UN agencies in Chad face mounting challenges as Sudanese continue to flee Darfur

Sudanese refugees seek shelter from a sandstorm in the border town of Amdafok in the Central African Republic (Xavier Bourgois / UNHCR)


Chad is grappling with an overwhelming surge of Sudanese refugees after violence escalated in Darfur in the past two months. UNICEF anticipates thousands more seeking safety in Chad, despite the desperate conditions along the border. Reports of inaccessibility of aid and distribution challenges further compound the crisis.

In a press statement on Monday, the United Nations Children’s Fund (UNICEF) reports a staggering influx of refugees into eastern Chad, one of the poorest regions of the country. As of June 23, about 140,000 Sudanese refugees and 34,000 Chadian returnees have crossed the border. More than 90 per cent of the refugees are women and children.

New arrivals in Chad share harrowing accounts of fleeing from burning villages and witnessing attacks on others. Many refugees have been injured or tragically lost loved ones during their escape. Numerous children were separated from their families.

“The atrocities witnessed by children and families in Sudan are fast becoming a serious crisis in Chad. Resources to help children and families are running out,” said Jacques Boyer, UNICEF Representative in Chad.

Boyer stressed the need for immediate assistance to mitigate the impact of this crisis that “is unfolding before our eyes”. Currently, a mere 10 per cent of the required $25 million for crisis response efforts in Chad has been raised.

Aid access ‘nearly impossible’

In a briefing note published yesterday, the UN refugee agency (UNHCR) expresses growing concern about the escalating humanitarian needs in Sudan and neighbouring countries.

The number of displaced people within the country continues to rise, but the delivery of assistance remains severely hampered. Insecurity, limited access to affected areas, and insufficient funding pose significant challenges.

Access restrictions hinder UNHCR teams from reaching affected areas, impeding the provision of vital resources and services to vulnerable civilians. The situation in West Darfur has reached critical levels, making the delivery of life-saving aid nearly impossible.

The sheer volume of people crossing into neighbouring countries overwhelms reception and border facilities. Overcrowding and the depletion of limited resources become pressing concerns.

To date, 26,000 refugees out of the 120,000 in Chad have been relocated from the border region to camps.

“Those fleeing Sudan endure exhaustion after spending days or even weeks on the road”, UNHCR states.
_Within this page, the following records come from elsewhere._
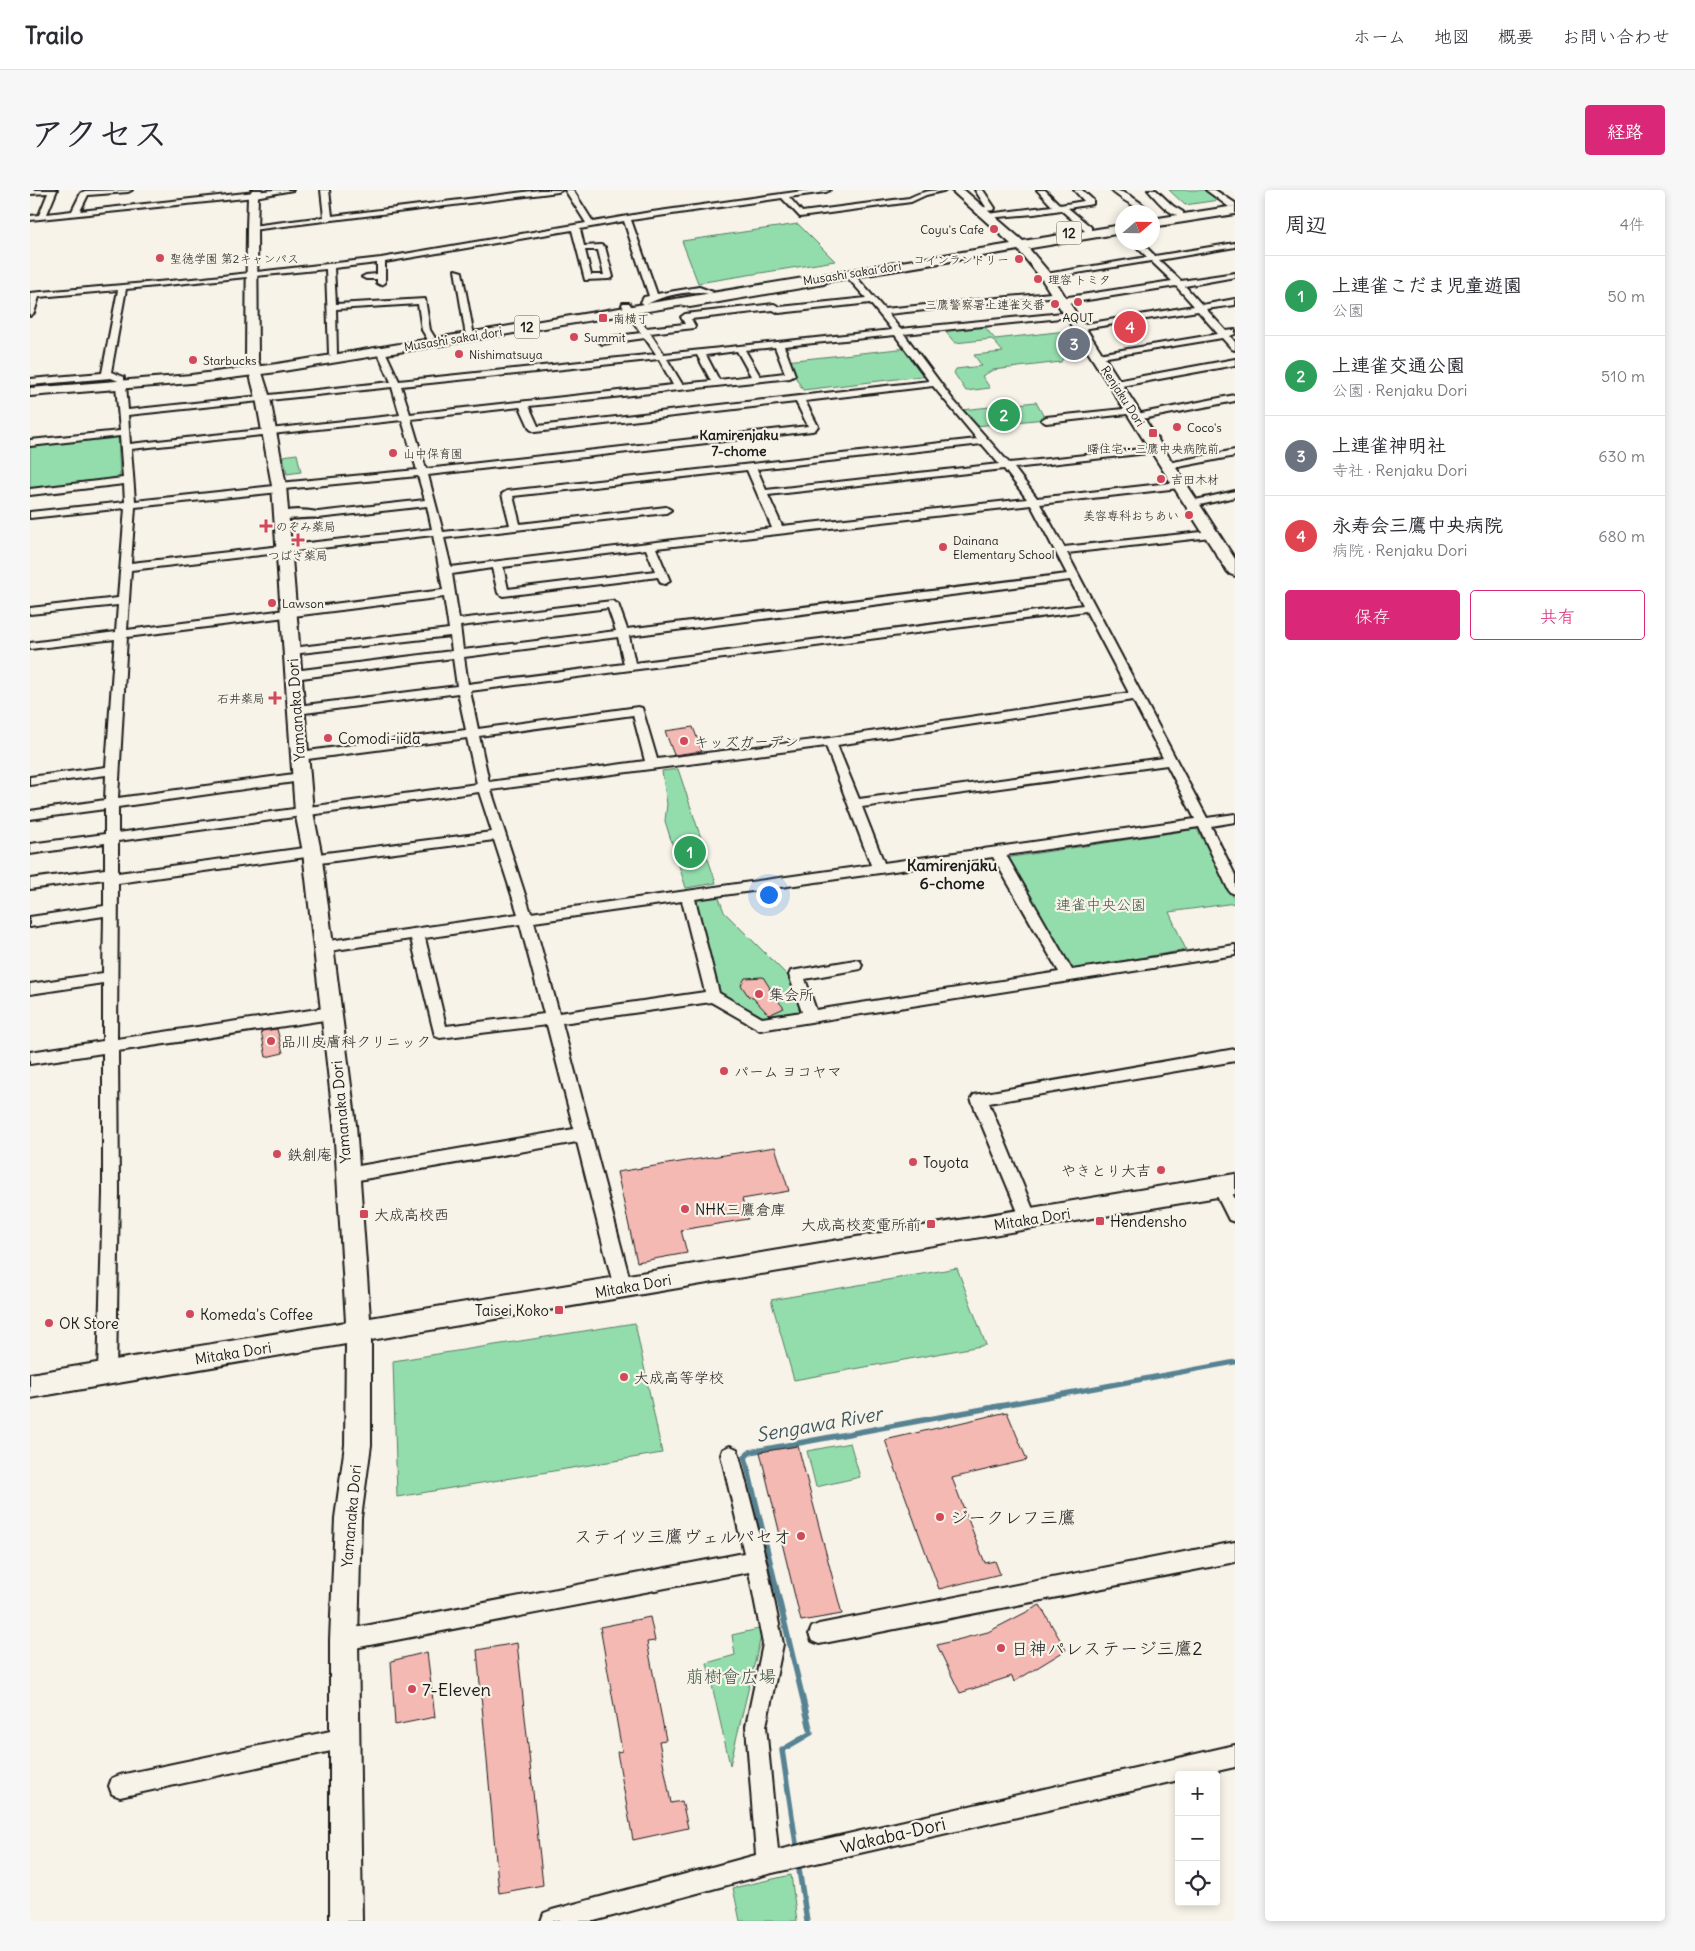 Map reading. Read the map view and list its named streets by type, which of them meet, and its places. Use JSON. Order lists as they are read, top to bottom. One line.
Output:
{"streets":{"main road":["12","Musashi sakai dori","Renjaku Dori"],"street":["Yamanaka Dori","Mitaka Dori","Wakaba-Dori"]},"crossings":[["12","Musashi sakai dori"],["12","Renjaku Dori"],["Musashi sakai dori","Renjaku Dori"],["Musashi sakai dori","Yamanaka Dori"],["Yamanaka Dori","Mitaka Dori"]],"districts":["Kamirenjaku 7-chome","Kamirenjaku 6-chome"],"water":["Sengawa River"],"parks":["連雀中央公園","萠樹會広場"],"places":{"other":["Coyu's Cafe","聖徳学園 第2キャンパス","コインランドリー","理容 トミタ","AQUT","三鷹警察署上連雀交番","Summit","Nishimatsuya","Starbucks","Coco's","山中保育園","吉田木材","美容専科おちあい","Dainana Elementary School","Lawson","Comodi-iida","キッズガーデン","集会所","品川皮膚科クリニック","パーム ヨコヤマ","鉄創庵","Toyota","やきとり大吉","NHK三鷹倉庫","Komeda's Coffee","OK Store","大成高等学校","ジークレフ三鷹","ステイツ三鷹ヴェルパセオ","日神パレステージ三鷹2","7-Eleven"],"transit":["南横丁","曙住宅・三鷹中央病院前","大成高校西","Hendensho","大成高校変電所前","Taisei Koko"],"health":["のぞみ薬局","つばさ薬局","石井薬局"]},"north":"right","page":{"header":"Trailo","nav":["ホーム","地図","概要","お問い合わせ"],"title":"アクセス","buttons":["経路",["保存","共有"]],"heading":["周辺","4件"],"list":[{"mark":"1","name":"上連雀こだま児童遊園","note":"公園","value":"50 m"},{"mark":"2","name":"上連雀交通公園","note":"公園 · Renjaku Dori","value":"510 m"},{"mark":"3","name":"上連雀神明社","note":"寺社 · Renjaku Dori","value":"630 m"},{"mark":"4","name":"永寿会三鷹中央病院","note":"病院 · Renjaku Dori","value":"680 m"}],"pins":["4","3","2","1"],"map_buttons":["+","−"]}} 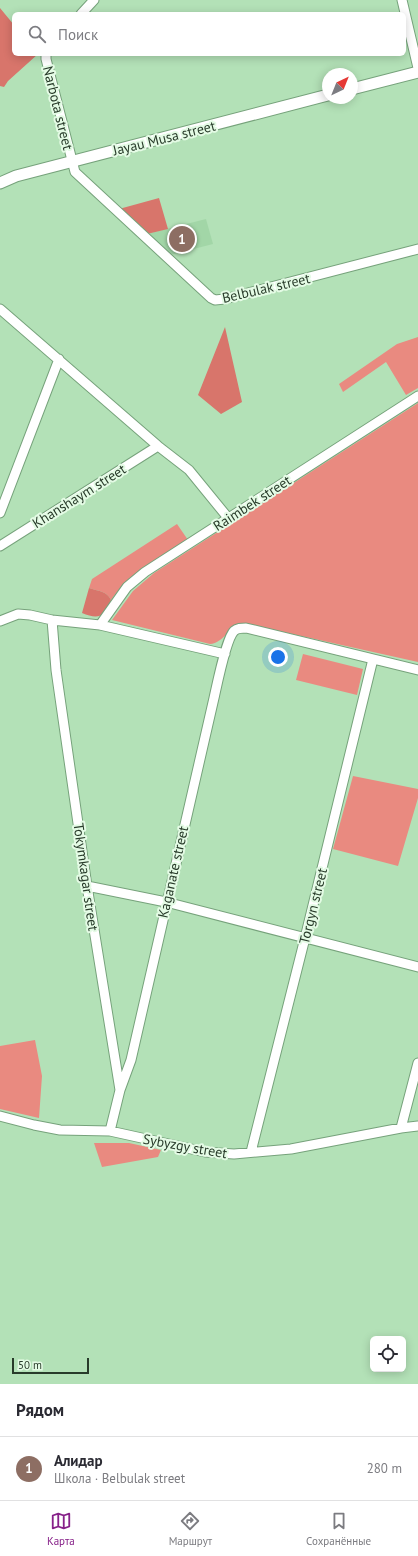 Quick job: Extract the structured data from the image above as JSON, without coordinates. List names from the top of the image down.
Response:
{
  "streets": {
    "street": [
      "Narbota street",
      "Jayau Musa street",
      "Belbulak street",
      "Khanshaym street",
      "Raimbek street",
      "Kaganate street",
      "Tokymkagar street",
      "Torgyn street",
      "Sybyzgy street"
    ]
  },
  "crossings": [
    ["Narbota street", "Jayau Musa street"],
    ["Narbota street", "Belbulak street"],
    ["Jayau Musa street", "Belbulak street"],
    ["Kaganate street", "Tokymkagar street"],
    ["Kaganate street", "Torgyn street"],
    ["Tokymkagar street", "Sybyzgy street"],
    ["Torgyn street", "Sybyzgy street"]
  ],
  "scale_bar": "50 m",
  "north": "top right",
  "page": {
    "search": "Поиск",
    "pins": "1",
    "scale": "50 m",
    "heading": "Рядом",
    "list": [
      {
        "mark": "1",
        "name": "Алидар",
        "note": "Школа · Belbulak street",
        "value": "280 m"
      }
    ],
    "nav": ["Карта", "Маршрут", "Сохранённые"]
  }
}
They are traumatised by the violence they have witnessed and urgently need food, medical care, and relief supplies.

The arrival of aid is further complicated by the onset of rains.

This is also the case in South Sudan, where many South Sudanese returnees as well as Sudanese refugees sought refuge. Limited infrastructure and security concerns pose additional challenges. Much-needed assistance often requires significant air transportation.

Yesterday, Radio Dabanga reported about aid items that arrived in White Nile state two months ago but “have yet to be distributed”.